Back to résumé

Ghostwritten for Altera Corporation for publication in Electronic Engineering Times.

 

Embedded soft cores in PLDs 

In general, integration has been a major strategic pathway to the industry’s Big Three: higher performance, shorter time-to-market, and lower manufacturing costs.  On that bumpy road to ever higher integration, microprocessors and programmable logic devices have evolved separately, but along similar lines.

The drive for ever-higher performance has led to microprocessors with wider data paths capable of handling longer instructions.  On-board memory caching, better clock rates, and more efficient logic operations have increased speed. At the same time processors have become more complex, and to deal with the complexity designers are using high-level languages such as C, C++, and Java, and the processors often come with on-chip debugging tools such as Background Debug Mode, Enhanced JTAG, and N-Wire. 

At the same time, PLDs have become larger, faster, and cheaper through improved process technology. As geometries continue to shrink, the size of the die remains relatively constant, so it becomes practical to add more elements, such as on-board RAM.  As with microprocessors, greater integration has meant memory embedded in PLD architectures.  And just as increased complexity has led to the use of higher level languages in the design of microprocessors, complexity in PLDs has resulted in hardware description languages becoming the de facto means of developing PLD designs.  PLD applications have grown larger and more intricate as well, with on-chip debugging tools the result.

The parallel development of microprocessors and PLDs arises from the fact that both devices use logical operations to solve a set of problems where, within the range of functionality of the device, the exact combination or configuration of operations changes with the user’s individual application.  In general, operations that require the highest performance need direct hardware implementation, while less stringent performance requirements can be met with the slower sequential functioning of a microprocessor.  It should be no surprise, then, that the next logical evolutionary step is the integration of microprocessors and PLDs.

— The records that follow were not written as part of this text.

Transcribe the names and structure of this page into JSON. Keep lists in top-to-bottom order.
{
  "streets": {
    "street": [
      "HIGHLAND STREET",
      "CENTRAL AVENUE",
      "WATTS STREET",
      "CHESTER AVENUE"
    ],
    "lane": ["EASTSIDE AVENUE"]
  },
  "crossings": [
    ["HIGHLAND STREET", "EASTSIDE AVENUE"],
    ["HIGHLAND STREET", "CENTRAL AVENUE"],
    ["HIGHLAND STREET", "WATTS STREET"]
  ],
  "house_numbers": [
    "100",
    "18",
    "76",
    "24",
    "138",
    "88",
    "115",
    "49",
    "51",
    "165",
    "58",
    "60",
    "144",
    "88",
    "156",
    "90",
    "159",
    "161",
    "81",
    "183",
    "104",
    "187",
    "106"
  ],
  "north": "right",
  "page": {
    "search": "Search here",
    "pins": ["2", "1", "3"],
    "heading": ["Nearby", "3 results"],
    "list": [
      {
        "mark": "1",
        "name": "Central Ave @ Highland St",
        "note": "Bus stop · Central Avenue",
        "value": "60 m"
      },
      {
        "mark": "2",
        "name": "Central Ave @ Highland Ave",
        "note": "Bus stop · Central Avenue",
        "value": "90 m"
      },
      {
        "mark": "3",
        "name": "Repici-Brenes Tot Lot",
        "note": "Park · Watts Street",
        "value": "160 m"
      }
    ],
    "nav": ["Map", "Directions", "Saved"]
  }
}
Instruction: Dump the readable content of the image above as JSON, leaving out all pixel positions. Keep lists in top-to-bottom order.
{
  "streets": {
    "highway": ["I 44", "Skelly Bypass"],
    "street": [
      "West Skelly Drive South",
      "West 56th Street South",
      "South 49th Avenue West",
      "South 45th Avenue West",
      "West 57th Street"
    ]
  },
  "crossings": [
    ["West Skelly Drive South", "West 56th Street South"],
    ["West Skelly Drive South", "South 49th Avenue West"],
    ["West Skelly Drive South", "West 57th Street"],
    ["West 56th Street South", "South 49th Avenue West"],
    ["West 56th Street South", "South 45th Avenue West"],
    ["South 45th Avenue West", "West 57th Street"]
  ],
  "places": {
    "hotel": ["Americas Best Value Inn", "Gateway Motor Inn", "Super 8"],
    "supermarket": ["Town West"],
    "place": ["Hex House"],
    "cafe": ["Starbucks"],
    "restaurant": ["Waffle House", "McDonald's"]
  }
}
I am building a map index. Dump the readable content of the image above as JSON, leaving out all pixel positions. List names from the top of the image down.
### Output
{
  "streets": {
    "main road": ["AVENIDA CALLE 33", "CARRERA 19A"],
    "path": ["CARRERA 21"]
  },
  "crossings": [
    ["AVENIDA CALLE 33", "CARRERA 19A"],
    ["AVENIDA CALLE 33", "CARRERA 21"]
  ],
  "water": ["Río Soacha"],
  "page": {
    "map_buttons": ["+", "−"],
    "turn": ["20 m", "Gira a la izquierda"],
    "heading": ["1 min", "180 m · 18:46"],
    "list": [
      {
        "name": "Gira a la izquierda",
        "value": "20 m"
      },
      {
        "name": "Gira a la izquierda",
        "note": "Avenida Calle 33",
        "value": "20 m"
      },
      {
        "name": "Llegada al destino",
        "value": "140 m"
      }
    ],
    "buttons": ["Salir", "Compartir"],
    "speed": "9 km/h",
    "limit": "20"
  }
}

Before this integration could happen, however, PLD technology had to reach a critical point.  The early PLDs were too small to hold processors.  As process technology improved and geometries shrank, there was enough room on the die for a processor but they were too expensive and too slow.  But the PLDs kept getting bigger, and in 1999 a critical point was reached where a viable soft core can be implemented in a PLD with both price and performance on a par with board-level devices. 

With this quantum step in integration, performance is enhanced through the elimination of on-chip/off-chip delays.  Power consumption is reduced and the smaller die and reduced manufacturing expenses all work toward lowering overall cost. 

Most of the above material down to here has been culled from the Excalibur backgrounder.

A recent happy development is that 32-bit RISC processor cores are now available for programmable logic. These cores are ideal for use in many embedded systems applications because of the higher integration, greater flexibility, and shorter time-to-market they can achieve. This is the development that enabled Altera to introduce the industry's first soft core RISC embedded processor optimized specifically for programmable logic.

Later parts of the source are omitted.